Philosophy and Me, Part II: Hume

This is the second in a series of posts on my own philosophical journey; the first post is here.

When we left off, I had expressed my disappointment with Descartes: he’d achieved a new start, but at the cost of excluding most of what he knew from experience. (And at the cost of throwing away most of what had come before in philosophy, though I didn’t understand that, then.) To be fair, his was a methodological rather than real doubt—he fully expected that everything he excluded would be pulled back in during the course of his analysis.

Then along came the Empiricists; and they agreed with me (if I’m allowed to put it that way) that ignoring sense experience was a Big Mistake. The three major Empiricists were Berkeley, Locke, and Hume, and given the time available we spent our time on last of the three, David Hume.

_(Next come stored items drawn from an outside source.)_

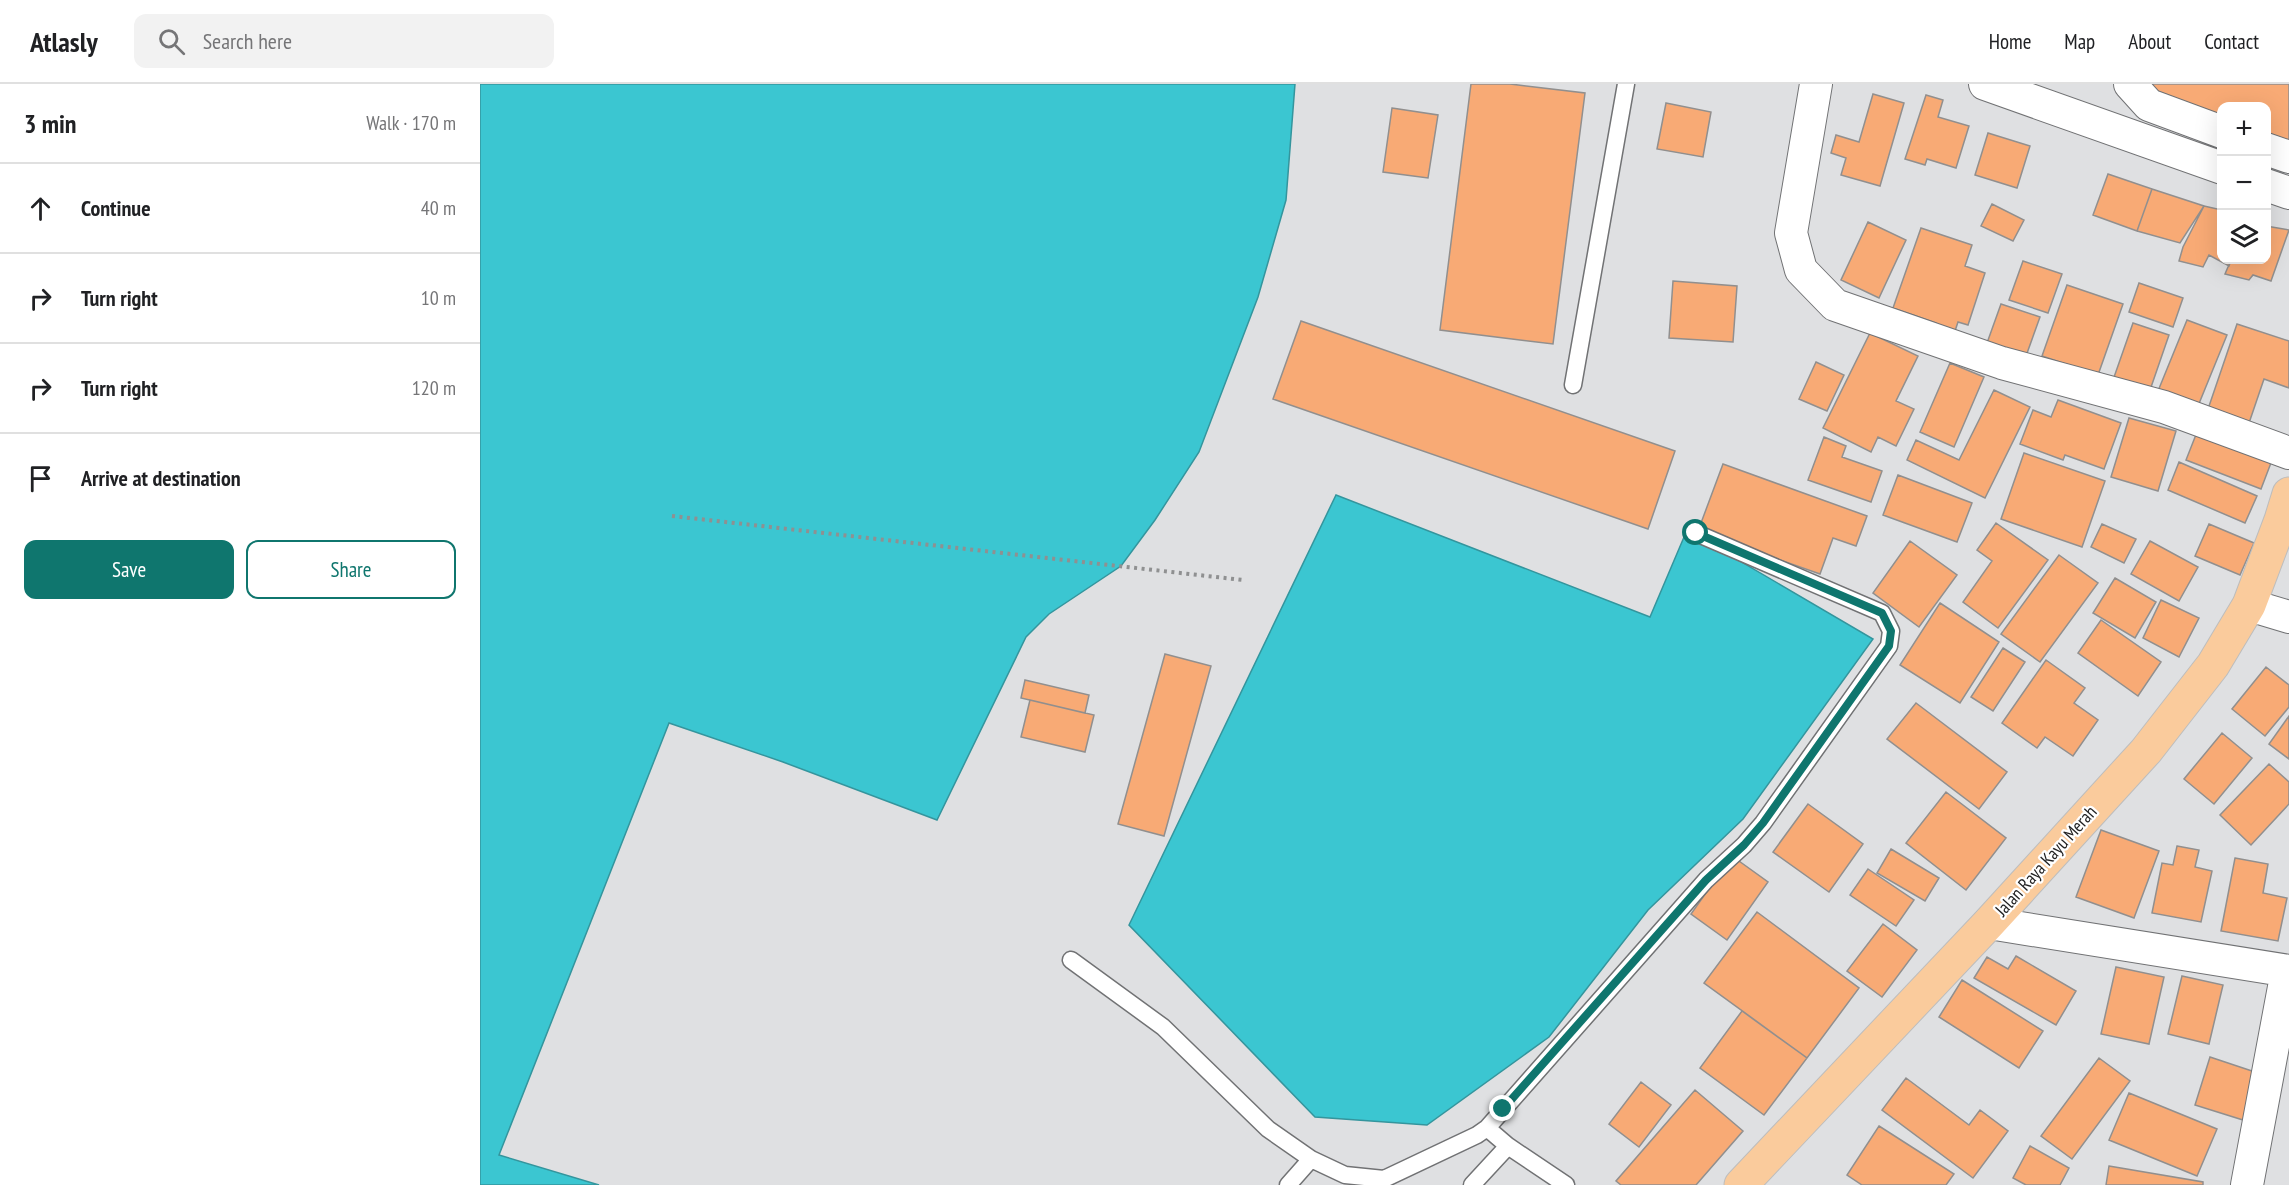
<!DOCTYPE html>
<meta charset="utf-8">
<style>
:root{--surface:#fff;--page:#f2f2f2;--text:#202124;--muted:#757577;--line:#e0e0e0;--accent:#0f766e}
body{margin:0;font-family:"PT Sans Narrow",sans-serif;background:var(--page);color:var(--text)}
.controls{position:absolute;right:18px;top:18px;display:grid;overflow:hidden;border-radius:12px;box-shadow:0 6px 24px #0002}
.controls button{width:54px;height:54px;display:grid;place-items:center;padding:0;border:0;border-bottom:2px solid var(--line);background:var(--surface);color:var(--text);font:30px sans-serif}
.stop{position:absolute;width:18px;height:18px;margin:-14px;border:4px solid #0f766e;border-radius:50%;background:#fff}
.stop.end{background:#0f766e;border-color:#fff;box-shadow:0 2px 6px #0008}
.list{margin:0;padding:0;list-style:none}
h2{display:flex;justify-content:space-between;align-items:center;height:78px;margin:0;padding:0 24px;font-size:26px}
h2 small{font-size:20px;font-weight:400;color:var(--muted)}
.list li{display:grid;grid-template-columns:39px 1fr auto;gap:18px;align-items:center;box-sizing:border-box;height:90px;padding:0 24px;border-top:2px solid var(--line)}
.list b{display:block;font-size:22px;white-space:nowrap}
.list em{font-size:20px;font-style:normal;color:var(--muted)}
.actions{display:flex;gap:12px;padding:18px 24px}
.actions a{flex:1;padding:14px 0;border:2px solid var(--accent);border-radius:12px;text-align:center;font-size:21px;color:var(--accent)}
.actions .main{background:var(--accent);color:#fff}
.icon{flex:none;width:33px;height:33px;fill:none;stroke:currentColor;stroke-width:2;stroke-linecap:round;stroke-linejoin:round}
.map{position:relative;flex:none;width:1809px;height:1101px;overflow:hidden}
header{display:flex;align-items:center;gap:36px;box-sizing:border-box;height:84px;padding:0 30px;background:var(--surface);border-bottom:2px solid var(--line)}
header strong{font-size:28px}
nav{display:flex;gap:33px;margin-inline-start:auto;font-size:21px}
.search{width:420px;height:54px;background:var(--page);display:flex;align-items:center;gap:15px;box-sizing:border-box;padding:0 21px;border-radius:12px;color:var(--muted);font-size:22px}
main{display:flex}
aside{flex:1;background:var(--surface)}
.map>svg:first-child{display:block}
.water{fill:#3bc6d1;stroke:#34959d;stroke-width:1.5}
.building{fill:#f8aa75;stroke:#918f8e;stroke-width:1.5}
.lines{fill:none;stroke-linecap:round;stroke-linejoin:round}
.lane-casing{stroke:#717274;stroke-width:19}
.street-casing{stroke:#717274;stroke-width:34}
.highway-casing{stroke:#bdbdbd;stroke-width:35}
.path{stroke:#8f9091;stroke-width:4;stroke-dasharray:3 4.5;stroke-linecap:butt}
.lane{stroke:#fff;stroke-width:16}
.street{stroke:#fff;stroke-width:32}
.highway{stroke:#facb9c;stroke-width:33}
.route{stroke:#0f766e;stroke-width:8}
.labels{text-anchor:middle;stroke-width:4.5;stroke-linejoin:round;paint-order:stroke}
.street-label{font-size:18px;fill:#222223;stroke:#fff}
</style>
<header>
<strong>Atlasly</strong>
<div class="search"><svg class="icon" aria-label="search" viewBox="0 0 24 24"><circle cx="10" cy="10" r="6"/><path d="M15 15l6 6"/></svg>Search here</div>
<nav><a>Home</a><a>Map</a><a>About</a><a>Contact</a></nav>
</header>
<main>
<aside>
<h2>3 min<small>Walk · 170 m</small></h2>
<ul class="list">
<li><svg class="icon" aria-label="ahead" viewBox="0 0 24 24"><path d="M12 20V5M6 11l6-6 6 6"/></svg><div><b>Continue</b></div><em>40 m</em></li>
<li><svg class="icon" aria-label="right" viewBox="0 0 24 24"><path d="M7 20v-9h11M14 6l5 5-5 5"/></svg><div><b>Turn right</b></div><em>10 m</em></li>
<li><svg class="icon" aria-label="right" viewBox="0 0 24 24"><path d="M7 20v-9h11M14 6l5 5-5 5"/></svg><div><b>Turn right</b></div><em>120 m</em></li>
<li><svg class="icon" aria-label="arrive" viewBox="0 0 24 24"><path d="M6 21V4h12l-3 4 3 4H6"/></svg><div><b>Arrive at destination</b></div></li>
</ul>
<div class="actions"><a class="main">Save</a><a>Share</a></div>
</aside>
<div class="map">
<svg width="1809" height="1101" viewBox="0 0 1809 1101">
<rect width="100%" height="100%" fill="#dfe0e2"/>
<!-- water -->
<path class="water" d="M0 0H815L806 116 778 213 719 368 675 436 641 482 569 530 546 553 457 736 303 678 189 639 19 1071 119 1101H0Z
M856 411 1170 533 1207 446 1393 555 1263 735 1168 826 1069 953 947 1041 835 1033 649 841Z"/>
<!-- building -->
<path class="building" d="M991 0H1030L1105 9 1073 260 960 246Z
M1672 0H1809V58L1786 50V22H1742V32L1677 7Z
M1393 10 1424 19 1400 102 1361 91 1366 74 1351 69 1356 51 1379 58Z
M1446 11 1463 16 1458 33 1489 42 1476 84 1447 75 1445 81 1425 75Z
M1186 19 1231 28 1223 73 1177 65Z
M912 24 958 31 948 94 903 88Z
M1508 49 1550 62 1537 104 1495 91Z
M1628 90 1672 105 1657 147 1613 131Z
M1672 105 1724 122 1700 159 1657 147Z
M1512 120 1544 136 1533 157 1501 142Z
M1724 122 1742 126V176H1751L1749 182 1729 171 1723 183 1699 177 1703 163Z
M1388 138 1426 156 1399 214 1361 196Z
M1786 142 1809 146 1791 197 1773 191 1769 196 1745 190 1751 176H1786Z
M1441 144 1492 161 1485 182 1505 189 1488 241 1478 238 1473 253 1453 246 1456 239 1413 224Z
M1543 177 1582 190 1568 229 1529 216Z
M1193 197 1257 202 1253 258 1189 254Z
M1659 199 1703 214 1693 243 1649 228Z
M1587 201 1643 220 1618 291 1562 272Z
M1521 220 1560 233 1546 272 1507 259Z
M1707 236 1747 251 1718 322 1678 307Z
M821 237 1195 367 1168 445 793 315Z
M1653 239 1689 251 1669 309 1633 296Z
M1757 240 1809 257V304L1784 295 1768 342 1727 328Z
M1390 249 1438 272 1416 317 1434 325 1416 362 1398 353 1391 368 1343 344Z
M1336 278 1364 291 1347 327 1319 315Z
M1470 279 1504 293 1474 363 1440 348Z
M1514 306 1550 323 1505 414 1427 376 1436 356 1479 376Z
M1578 316 1641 339 1624 385 1585 371 1583 376 1540 360 1553 326 1571 333Z
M1649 334 1696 347 1678 407 1631 393Z
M1719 343 1794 371 1781 405 1706 376Z
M1344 353 1366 362 1362 373 1402 387 1391 418 1328 396Z
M1544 369 1625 397 1602 463 1521 435Z
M1699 378 1777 412 1765 439 1688 406Z
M1243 380 1387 432 1376 462 1353 454 1340 490 1218 447Z
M1418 391 1492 419 1477 458 1403 431Z
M1516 439 1568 476 1518 544 1483 518 1512 477 1497 466Z
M1622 440 1656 455 1644 479 1611 463Z
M1729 440 1774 459 1760 491 1715 472Z
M1430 457 1477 491 1439 543 1393 509Z
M1670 457 1718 483 1699 517 1651 490Z
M1579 471 1618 499 1560 578 1521 550Z
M1635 494 1676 518 1655 554 1613 529Z
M1681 516 1719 534 1699 573 1663 554Z
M1460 519 1519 558 1480 619 1420 581Z
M1621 536 1681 578 1658 612 1598 569Z
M1523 564 1545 578 1513 627 1491 613Z
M685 570 731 582 684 752 638 740Z
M1566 576 1605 604 1594 619 1618 636 1593 672 1565 653 1557 664 1522 639Z
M1786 583 1809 601V623L1785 652 1752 625Z
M545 596 609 611 605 629 541 614Z
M550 616 614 631 605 668 541 653Z
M1436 619 1527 688 1499 725 1407 655Z
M1809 632V675L1789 660Z
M1742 649 1772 674 1734 720 1704 695Z
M1789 680 1809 698V720L1771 761 1740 731Z
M1466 708 1526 754 1486 806 1426 759Z
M1328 720 1383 760 1349 808 1293 768Z
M1621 746 1679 767 1654 834 1596 813Z
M1697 762 1719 766 1715 783 1732 787 1721 838 1672 829 1682 779 1693 781Z
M1411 765 1459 794 1445 817 1397 789Z
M1252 772 1288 798 1247 856 1211 830Z
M1755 774 1788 780 1783 809 1807 814 1798 857 1741 847Z
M1388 785 1434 816 1416 842 1370 811Z
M1277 828 1379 904 1327 974 1224 899Z
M1403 840 1437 866 1402 913 1367 887Z
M1536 872 1596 907 1576 941 1494 894 1507 873 1528 885Z
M1636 883 1684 893 1669 960 1621 950Z
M1702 892 1743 901 1729 960 1688 950Z
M1482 896 1563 947 1539 984 1459 933Z
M1262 927 1327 974 1284 1031 1220 984Z
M1730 973 1778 989 1763 1036 1715 1021Z
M1619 974 1650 997 1592 1075 1561 1052Z
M1426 994 1489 1041 1500 1026 1528 1047 1493 1094 1402 1026Z
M1161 998 1191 1021 1159 1063 1129 1040Z
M1215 1006 1263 1047 1216 1101H1141L1136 1097Z
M1649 1009 1737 1045 1717 1092 1629 1056Z
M1399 1042 1474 1090 1466 1101H1382L1367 1091Z
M1550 1062 1589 1084 1580 1101H1546L1533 1094Z
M1629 1082 1723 1098V1101H1626Z"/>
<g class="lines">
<!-- lane casing -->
<g class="lane-casing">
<path id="lane" d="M1093 301 1146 0
M591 876 683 943 788 1045 831 1075 865 1091 904 1095 997 1051 1007 1044
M808 1101 831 1075
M992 1101 1028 1062
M1086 1101 1028 1062 1007 1044 1226 796 1264 761 1283 739 1409 562 1411 547 1402 529 1216 449"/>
</g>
<!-- street casing -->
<g class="street-casing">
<path id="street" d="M1336 0 1311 149 1321 186 1355 221 1522 279 1684 323 1809 369
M1505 0 1742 84
M1650 0 1669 21 1742 48
M1786 65 1809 73
M1786 101 1809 109
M1769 521 1809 533
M1509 839 1809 887
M1767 1101 1807 887"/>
</g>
<!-- highway casing -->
<g class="highway-casing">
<path id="highway" d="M1261 1101 1509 839 1666 667 1733 581 1769 521 1801 436 1809 410"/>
</g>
<!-- path -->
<path class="path" d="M192 432 763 496"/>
<!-- lane -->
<use href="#lane" class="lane"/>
<!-- street -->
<use href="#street" class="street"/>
<!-- highway -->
<use href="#highway" class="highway"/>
</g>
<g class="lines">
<!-- route -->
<path class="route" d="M1023 1025 1226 796 1264 761 1283 739 1409 562 1411 547 1402 529 1216 449"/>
</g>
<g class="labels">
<!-- street labels -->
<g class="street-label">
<text transform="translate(1566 777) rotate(-48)" y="6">Jalan Raya Kayu Merah</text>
</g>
</g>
</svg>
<div class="controls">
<button>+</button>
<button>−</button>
<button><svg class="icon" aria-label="layers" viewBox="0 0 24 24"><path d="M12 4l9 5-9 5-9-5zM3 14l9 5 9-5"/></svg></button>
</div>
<div class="stop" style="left:1216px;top:449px"></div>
<div class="stop end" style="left:1023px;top:1025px"></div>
</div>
</main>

Like Descartes, Hume was happy to start from scratch. And his basic principle was that the only way we come to know anything is through our senses. I was overjoyed. At last, here was some sense.

And yet, there was still something wrong. Hume said that the only way we come to know anything is through our senses—and our senses are not always to be trusted. And consequently, how can we know anything for sure? How can we know anything at all? It became clear to me that Hume’s point of view, if followed to its end, led inexorably to solipsism: I exist; I imagine that other things exist, but I can’t know that for sure.

This struck me then, as it strikes me now, as a reductio ad absurdem, a reduction to absurdity. Clearly something had gone deeply wrong.